The First Comment Trick: A Smarter Place for Your Links
Putting a link straight in your caption quietly throttles how many people see your post, because platforms don't want to send users off-app. Move it to a pinned first comment instead and you'll reach more people for the cost of about four seconds.
Dave Smith

# The First Comment Trick: A Smarter Place for Your Links
You've written a cracking post. The photo's good, the caption actually sounds like you, and right at the end you've dropped a link: "Book here 👉 yourbusiness.co.uk/booking". Job done.
Except it's probably costing you reach. And the fix takes about four seconds.
Why links in the caption work against you
Here's the thing most platforms won't tell you outright: they don't want you leaving. Instagram, Facebook, TikTok — they all make money when people stay scrolling, watching ads, tapping around. A link that sends someone off to your website is the opposite of what they're optimising for.
So when you put a URL directly in your caption, the algorithm often quietly throttles how many people see it. It's not a conspiracy and it's not personal. The platform is simply nudging traffic that keeps users on-app ahead of traffic that ships them off it. Your perfectly good post ends up shown to fewer people than it deserves, purely because of where you parked the link.
There's a second problem too, and it's a human one. A raw URL sitting in the middle of your caption looks like an advert. People have spent years training themselves to scroll straight past anything that smells like a sales pitch. The link doesn't just hurt your reach — it can make the whole post feel less like a person talking and more like a billboard.
The fix: put the link in the first comment
Instead of dropping the link in the caption, post the caption clean — no URL — then immediately add the link as the first comment underneath your own post.
That's it. That's the trick.
Because the caption now contains no outbound link, the platform treats it as native content and shows it to more people. Anyone who wants the link finds it sitting right there in the comments, usually with a friendly "link in the comments 👇" at the bottom of your caption pointing the way.
You'll see big accounts and news outlets doing this constantly once you start noticing it. It's not a loophole that's about to be patched — it's just working with how the platforms want content to behave rather than against it.
How to actually do it
There's a knack to getting the timing right, so here's the order that works:
1. Write your caption with no link. End it with a gentle signpost: "Full details in the comments" or "Link's just below 👇". Keep it natural — you're pointing, not shouting. 2. Publish the post. 3. Add your link as the very first comment, straight away. Do it within seconds of posting so it sits at the top before anyone else comments. 4. Pin that comment if the platform lets you. On Facebook and Instagram you can pin a comment to the top so it never gets buried. That's the whole game — your link, locked in place, visible to everyone, without dragging down your reach.
If you're posting on X, the equivalent is putting the link in a reply to your own tweet rather than the tweet itself. Same principle: the main post stays link-free and travels further, the reply carries the destination.
A few honest caveats
This isn't magic, and it's worth being straight with you about the trade-offs.
You will lose a few clicks. Some people genuinely won't bother tapping into the comments, even with a clear signpost.
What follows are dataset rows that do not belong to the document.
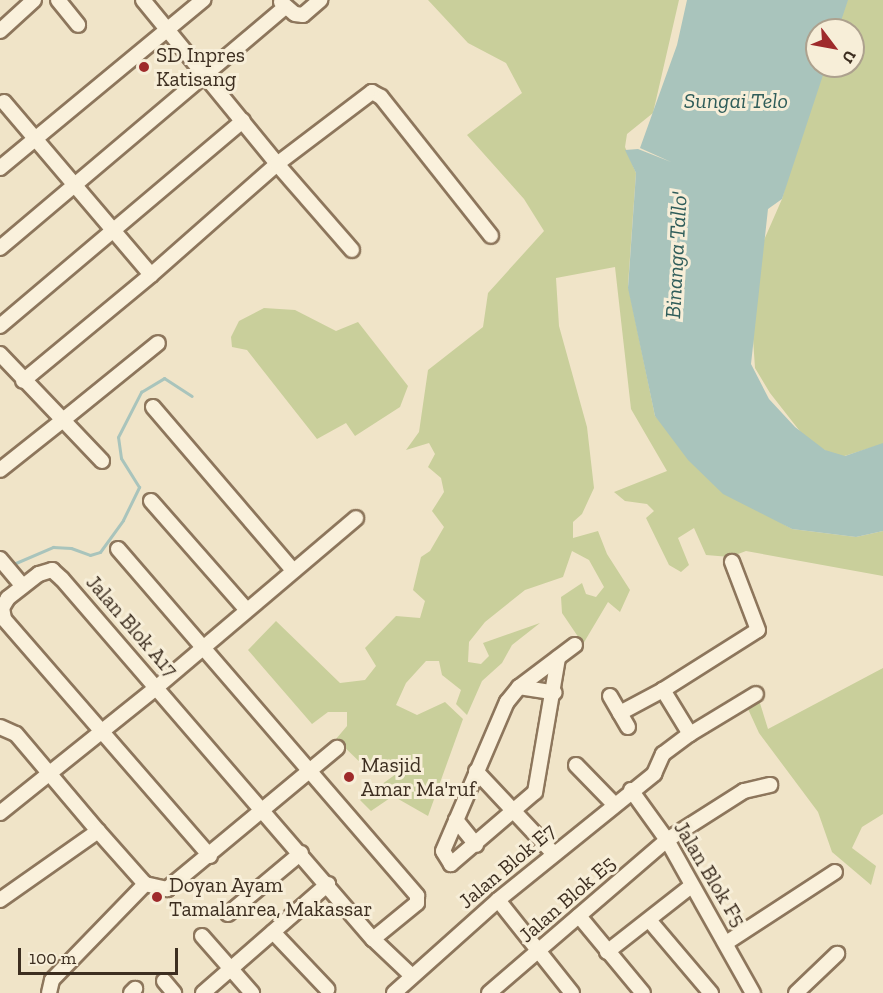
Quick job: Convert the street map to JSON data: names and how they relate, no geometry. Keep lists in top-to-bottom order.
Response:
{
  "streets": {
    "street": [
      "Jalan Blok A17",
      "Jalan Blok E7",
      "Jalan Blok F5",
      "Jalan Blok E5"
    ]
  },
  "crossings": [
    ["Jalan Blok A17", "Jalan Blok E7"],
    ["Jalan Blok E7", "Jalan Blok F5"],
    ["Jalan Blok F5", "Jalan Blok E5"]
  ],
  "water": ["Sungai Telo", "Binanga Tallo'"],
  "places": ["SD Inpres Katisang", "Masjid Amar Ma'ruf", "Doyan Ayam Tamalanrea, Makassar"],
  "scale_bar": "100 m",
  "north": "bottom right"
}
What you're betting on is that reaching more people overall — even at a slightly lower click rate per person — leaves you better off than reaching fewer people with the link right under their nose. For most small businesses, that bet pays off, but it's worth watching your own numbers rather than taking my word for it.
It also matters less than people think for posts that aren't really about clicks. If you're sharing a behind-the-scenes photo or a customer story, you might not need a link at all. Save the first-comment trick for the posts that genuinely have somewhere to send people — bookings, a new product, an event, a blog piece worth reading.
And don't overthink the signpost. "Link in the comments" does the job. You don't need an arrow made of emojis or three exclamation marks. A calm pointer reads as more trustworthy than a desperate one.
The bigger point hiding in here
The first-comment trick is small, but it teaches something useful about social media generally: the platforms have their own preferences, and you'll always do better working with them than fighting them. They reward content that keeps people on-app and feels native. They quietly penalise anything that reads like an ad trying to drag users elsewhere.
You don't have to like that. But once you understand it, a lot of small decisions get easier — where the link goes, how the caption sounds, why your most "salesy" posts often perform the worst.
If keeping track of all these little knacks across Facebook, Instagram and X sounds like one more thing you haven't got time for, that's fair enough — it's exactly the sort of thing Aunty Social is built to handle in the background so you can get back to running the business. But honestly? Even if you never use a tool for it, just moving your links into the first comment from today onwards will do more for your reach than most of the advice you'll read this week.